* _PROBLEM TO SOLVE_
From the data that follows, copy every line with the string "list".

(Stored data entries)
________________________________________

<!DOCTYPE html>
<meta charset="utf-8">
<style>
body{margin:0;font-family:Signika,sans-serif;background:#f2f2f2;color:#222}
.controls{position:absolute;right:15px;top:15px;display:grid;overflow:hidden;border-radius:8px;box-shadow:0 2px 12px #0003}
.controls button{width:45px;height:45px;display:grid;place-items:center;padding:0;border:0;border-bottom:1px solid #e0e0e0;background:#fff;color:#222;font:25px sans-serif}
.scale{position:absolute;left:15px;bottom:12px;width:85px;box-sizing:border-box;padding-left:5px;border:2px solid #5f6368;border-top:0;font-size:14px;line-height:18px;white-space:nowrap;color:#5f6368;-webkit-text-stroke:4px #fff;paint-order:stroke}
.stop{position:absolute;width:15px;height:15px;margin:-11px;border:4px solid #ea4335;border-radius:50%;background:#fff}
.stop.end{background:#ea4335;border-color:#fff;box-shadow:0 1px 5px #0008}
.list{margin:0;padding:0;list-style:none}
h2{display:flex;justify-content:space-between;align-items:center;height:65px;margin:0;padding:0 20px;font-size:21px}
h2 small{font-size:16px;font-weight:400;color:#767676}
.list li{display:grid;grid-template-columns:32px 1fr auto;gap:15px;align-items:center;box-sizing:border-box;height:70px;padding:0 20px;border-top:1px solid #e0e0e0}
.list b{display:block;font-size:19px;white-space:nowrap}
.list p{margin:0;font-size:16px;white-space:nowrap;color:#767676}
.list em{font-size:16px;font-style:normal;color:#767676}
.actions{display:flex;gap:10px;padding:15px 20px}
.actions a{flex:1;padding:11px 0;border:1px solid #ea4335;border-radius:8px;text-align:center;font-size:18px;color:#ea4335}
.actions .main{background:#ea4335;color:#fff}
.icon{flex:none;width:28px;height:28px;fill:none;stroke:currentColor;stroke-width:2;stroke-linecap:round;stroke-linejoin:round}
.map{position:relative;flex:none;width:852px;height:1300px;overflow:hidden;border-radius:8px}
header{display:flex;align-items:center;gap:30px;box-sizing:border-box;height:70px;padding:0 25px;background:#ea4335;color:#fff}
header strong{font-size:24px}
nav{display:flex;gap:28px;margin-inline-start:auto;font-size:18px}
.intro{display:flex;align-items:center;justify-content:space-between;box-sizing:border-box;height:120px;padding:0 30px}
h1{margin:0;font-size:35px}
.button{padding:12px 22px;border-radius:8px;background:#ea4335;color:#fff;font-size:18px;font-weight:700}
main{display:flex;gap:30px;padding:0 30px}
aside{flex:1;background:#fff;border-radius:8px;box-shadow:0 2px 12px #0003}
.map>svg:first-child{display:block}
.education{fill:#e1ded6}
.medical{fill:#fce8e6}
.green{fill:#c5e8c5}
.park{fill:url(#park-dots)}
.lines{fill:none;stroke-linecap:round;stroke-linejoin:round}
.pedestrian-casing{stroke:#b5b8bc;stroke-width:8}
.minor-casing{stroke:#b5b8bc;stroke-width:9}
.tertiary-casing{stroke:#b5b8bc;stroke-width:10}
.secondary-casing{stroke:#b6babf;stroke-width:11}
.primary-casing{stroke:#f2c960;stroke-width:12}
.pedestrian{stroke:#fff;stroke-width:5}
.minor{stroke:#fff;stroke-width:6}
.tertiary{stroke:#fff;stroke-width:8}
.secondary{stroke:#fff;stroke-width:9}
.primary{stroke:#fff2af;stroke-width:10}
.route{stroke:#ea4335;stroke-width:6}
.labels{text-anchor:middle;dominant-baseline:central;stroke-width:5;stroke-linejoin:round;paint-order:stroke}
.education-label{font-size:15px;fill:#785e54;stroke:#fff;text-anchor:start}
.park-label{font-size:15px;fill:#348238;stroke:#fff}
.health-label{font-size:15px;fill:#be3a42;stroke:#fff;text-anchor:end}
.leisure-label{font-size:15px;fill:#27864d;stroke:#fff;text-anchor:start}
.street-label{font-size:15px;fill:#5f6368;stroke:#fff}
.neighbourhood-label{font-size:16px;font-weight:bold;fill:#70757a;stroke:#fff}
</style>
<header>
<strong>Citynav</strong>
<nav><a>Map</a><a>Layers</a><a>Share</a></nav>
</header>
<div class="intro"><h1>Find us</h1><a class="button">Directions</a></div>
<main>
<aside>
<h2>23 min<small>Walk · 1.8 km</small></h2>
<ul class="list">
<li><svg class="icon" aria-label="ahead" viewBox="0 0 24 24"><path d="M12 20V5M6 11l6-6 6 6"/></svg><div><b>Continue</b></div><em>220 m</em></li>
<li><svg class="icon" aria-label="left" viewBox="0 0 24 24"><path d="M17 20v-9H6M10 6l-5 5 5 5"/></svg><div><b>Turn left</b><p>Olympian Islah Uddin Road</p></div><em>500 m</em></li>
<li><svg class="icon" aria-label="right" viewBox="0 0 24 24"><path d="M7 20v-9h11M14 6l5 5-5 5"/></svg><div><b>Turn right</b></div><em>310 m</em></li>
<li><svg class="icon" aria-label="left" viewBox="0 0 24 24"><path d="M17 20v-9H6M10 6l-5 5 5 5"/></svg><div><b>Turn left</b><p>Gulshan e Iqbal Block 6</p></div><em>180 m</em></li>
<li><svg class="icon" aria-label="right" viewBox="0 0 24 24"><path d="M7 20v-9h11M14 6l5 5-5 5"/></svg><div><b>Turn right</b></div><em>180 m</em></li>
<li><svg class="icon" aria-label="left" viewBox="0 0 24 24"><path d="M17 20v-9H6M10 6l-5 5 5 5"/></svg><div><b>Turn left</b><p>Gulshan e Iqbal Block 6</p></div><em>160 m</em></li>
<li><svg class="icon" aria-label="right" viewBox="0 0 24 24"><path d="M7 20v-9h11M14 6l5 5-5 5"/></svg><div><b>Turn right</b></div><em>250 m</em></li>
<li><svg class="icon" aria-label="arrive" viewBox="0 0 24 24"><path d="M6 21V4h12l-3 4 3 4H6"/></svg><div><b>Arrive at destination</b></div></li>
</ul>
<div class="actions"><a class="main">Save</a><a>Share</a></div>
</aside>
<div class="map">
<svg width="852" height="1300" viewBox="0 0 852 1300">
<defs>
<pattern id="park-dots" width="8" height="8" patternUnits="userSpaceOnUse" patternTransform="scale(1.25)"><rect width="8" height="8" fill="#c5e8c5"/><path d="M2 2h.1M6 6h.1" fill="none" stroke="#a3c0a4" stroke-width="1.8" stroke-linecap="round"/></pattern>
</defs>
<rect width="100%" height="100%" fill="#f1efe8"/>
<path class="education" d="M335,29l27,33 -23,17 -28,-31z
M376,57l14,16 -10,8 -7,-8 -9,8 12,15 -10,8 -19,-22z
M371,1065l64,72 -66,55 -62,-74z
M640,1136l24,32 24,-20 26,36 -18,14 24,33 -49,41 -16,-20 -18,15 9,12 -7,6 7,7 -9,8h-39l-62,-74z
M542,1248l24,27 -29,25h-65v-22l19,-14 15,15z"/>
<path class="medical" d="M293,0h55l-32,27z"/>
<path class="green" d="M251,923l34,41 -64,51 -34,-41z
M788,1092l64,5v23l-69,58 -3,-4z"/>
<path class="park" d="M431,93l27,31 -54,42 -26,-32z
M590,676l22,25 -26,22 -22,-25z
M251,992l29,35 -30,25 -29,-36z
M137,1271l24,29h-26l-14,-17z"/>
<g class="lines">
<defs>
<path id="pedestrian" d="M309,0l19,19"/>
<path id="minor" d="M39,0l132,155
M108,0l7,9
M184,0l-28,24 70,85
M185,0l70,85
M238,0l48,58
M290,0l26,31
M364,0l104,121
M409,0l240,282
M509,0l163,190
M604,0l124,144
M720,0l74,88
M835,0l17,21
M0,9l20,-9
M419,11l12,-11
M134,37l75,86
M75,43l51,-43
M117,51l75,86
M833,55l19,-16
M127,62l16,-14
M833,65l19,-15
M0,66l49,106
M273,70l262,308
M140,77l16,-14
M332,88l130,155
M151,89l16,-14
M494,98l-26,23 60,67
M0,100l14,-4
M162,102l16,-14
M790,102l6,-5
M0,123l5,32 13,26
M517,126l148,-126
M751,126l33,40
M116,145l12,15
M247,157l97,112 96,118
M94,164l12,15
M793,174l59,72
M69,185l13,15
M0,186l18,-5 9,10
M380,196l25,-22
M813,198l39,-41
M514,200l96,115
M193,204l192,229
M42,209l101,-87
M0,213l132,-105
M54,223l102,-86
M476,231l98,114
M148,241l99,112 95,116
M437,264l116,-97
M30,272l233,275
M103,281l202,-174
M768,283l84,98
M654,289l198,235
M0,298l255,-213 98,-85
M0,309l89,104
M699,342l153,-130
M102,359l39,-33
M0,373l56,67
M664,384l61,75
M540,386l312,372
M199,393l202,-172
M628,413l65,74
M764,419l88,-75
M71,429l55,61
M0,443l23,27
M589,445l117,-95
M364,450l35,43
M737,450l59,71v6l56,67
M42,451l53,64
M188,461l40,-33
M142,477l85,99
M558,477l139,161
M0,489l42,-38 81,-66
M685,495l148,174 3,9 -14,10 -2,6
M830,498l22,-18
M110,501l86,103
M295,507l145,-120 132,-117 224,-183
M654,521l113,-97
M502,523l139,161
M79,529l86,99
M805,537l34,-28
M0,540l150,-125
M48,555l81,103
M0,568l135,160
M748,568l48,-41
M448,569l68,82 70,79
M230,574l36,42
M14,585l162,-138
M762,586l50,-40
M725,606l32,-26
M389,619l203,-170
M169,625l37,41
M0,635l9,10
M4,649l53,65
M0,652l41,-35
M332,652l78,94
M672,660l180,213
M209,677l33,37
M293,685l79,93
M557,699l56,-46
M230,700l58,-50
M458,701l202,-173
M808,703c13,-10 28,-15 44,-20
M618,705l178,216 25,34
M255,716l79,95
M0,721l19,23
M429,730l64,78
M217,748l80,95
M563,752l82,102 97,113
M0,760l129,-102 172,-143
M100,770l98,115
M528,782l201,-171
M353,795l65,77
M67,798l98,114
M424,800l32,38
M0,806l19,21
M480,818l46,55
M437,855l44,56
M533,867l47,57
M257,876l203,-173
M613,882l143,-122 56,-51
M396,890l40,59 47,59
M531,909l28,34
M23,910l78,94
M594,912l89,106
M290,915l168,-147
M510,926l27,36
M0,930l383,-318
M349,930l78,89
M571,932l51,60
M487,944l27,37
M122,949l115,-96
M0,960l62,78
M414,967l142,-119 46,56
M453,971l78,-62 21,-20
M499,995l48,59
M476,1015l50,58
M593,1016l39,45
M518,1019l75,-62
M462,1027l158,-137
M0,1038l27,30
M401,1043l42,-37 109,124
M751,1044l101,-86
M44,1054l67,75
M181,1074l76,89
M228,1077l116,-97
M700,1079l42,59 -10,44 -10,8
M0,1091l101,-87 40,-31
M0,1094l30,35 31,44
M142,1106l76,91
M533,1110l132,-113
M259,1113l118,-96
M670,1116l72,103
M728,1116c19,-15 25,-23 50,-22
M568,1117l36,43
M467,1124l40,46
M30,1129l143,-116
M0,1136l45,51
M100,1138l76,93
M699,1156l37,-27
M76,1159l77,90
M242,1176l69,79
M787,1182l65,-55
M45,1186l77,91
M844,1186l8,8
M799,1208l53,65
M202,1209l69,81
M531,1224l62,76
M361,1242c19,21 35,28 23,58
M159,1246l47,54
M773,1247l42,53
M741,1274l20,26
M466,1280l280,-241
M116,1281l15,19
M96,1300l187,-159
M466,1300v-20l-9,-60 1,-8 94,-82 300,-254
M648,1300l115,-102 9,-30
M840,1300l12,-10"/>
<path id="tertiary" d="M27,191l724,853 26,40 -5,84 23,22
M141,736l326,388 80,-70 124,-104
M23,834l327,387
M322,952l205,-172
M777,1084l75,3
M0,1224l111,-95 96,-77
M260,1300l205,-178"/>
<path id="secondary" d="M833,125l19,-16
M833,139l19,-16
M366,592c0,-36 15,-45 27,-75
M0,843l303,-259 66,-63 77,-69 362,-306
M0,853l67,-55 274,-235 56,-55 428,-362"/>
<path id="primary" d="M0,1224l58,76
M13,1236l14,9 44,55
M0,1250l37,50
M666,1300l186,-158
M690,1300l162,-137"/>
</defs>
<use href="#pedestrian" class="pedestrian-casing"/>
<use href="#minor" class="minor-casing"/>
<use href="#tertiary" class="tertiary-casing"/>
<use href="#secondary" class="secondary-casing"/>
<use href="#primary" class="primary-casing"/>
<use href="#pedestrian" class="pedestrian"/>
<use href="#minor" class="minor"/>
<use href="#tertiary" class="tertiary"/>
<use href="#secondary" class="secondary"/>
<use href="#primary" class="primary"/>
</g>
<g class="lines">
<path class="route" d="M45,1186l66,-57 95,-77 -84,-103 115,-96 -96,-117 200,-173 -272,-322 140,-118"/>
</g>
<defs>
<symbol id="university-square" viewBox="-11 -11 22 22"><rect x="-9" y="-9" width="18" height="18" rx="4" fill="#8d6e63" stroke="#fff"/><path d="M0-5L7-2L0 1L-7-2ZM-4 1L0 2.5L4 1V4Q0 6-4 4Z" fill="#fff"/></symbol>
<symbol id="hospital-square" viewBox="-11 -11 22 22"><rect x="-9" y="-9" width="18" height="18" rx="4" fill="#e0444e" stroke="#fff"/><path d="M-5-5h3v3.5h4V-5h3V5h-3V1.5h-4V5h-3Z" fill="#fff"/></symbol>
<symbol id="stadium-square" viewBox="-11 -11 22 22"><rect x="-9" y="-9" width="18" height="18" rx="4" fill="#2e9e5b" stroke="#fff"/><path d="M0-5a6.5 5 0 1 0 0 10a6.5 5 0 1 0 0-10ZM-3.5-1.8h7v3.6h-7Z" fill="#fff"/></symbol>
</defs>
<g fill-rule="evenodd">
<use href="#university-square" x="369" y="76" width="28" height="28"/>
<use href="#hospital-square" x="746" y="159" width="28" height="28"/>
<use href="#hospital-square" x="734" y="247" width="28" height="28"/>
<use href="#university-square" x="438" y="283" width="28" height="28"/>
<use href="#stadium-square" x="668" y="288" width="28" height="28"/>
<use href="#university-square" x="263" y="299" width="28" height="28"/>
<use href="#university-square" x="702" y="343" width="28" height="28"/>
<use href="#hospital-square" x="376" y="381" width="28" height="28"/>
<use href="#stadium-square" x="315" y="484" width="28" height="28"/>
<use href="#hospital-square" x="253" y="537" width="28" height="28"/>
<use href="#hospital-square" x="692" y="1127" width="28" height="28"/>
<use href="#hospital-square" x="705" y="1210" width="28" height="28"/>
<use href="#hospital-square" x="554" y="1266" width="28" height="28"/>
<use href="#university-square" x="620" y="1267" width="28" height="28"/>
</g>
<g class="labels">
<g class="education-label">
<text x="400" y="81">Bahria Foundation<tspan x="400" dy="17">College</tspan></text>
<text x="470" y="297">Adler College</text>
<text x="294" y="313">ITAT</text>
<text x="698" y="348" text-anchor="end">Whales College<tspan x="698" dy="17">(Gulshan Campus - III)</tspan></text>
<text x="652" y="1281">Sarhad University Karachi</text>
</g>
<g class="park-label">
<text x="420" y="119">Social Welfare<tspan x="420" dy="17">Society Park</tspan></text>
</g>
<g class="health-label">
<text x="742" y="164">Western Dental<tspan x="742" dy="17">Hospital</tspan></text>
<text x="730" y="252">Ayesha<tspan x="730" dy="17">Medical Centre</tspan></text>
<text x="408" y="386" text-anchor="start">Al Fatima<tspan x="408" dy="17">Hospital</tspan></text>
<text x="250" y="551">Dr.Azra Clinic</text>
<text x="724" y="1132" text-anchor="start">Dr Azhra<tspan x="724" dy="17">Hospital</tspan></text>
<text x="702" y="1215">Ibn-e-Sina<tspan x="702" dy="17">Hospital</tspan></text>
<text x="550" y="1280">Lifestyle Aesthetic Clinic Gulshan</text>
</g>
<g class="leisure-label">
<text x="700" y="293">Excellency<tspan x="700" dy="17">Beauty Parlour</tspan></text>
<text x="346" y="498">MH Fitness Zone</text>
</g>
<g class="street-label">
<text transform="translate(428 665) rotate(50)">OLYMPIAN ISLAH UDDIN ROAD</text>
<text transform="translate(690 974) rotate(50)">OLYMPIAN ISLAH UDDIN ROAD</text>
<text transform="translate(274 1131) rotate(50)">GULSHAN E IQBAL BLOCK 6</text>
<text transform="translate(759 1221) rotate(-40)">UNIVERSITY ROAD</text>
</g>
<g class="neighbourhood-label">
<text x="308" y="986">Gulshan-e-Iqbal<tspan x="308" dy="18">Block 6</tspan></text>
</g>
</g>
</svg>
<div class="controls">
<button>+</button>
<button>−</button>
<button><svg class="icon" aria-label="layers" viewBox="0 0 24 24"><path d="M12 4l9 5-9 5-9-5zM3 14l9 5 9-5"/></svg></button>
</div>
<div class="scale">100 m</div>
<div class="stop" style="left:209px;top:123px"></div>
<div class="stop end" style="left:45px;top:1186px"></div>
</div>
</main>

________________________________________

* _TASK SOLUTION_
.list{margin:0;padding:0;list-style:none}
.list li{display:grid;grid-template-columns:32px 1fr auto;gap:15px;align-items:center;box-sizing:border-box;height:70px;padding:0 20px;border-top:1px solid #e0e0e0}
.list b{display:block;font-size:19px;white-space:nowrap}
.list p{margin:0;font-size:16px;white-space:nowrap;color:#767676}
.list em{font-size:16px;font-style:normal;color:#767676}
<ul class="list">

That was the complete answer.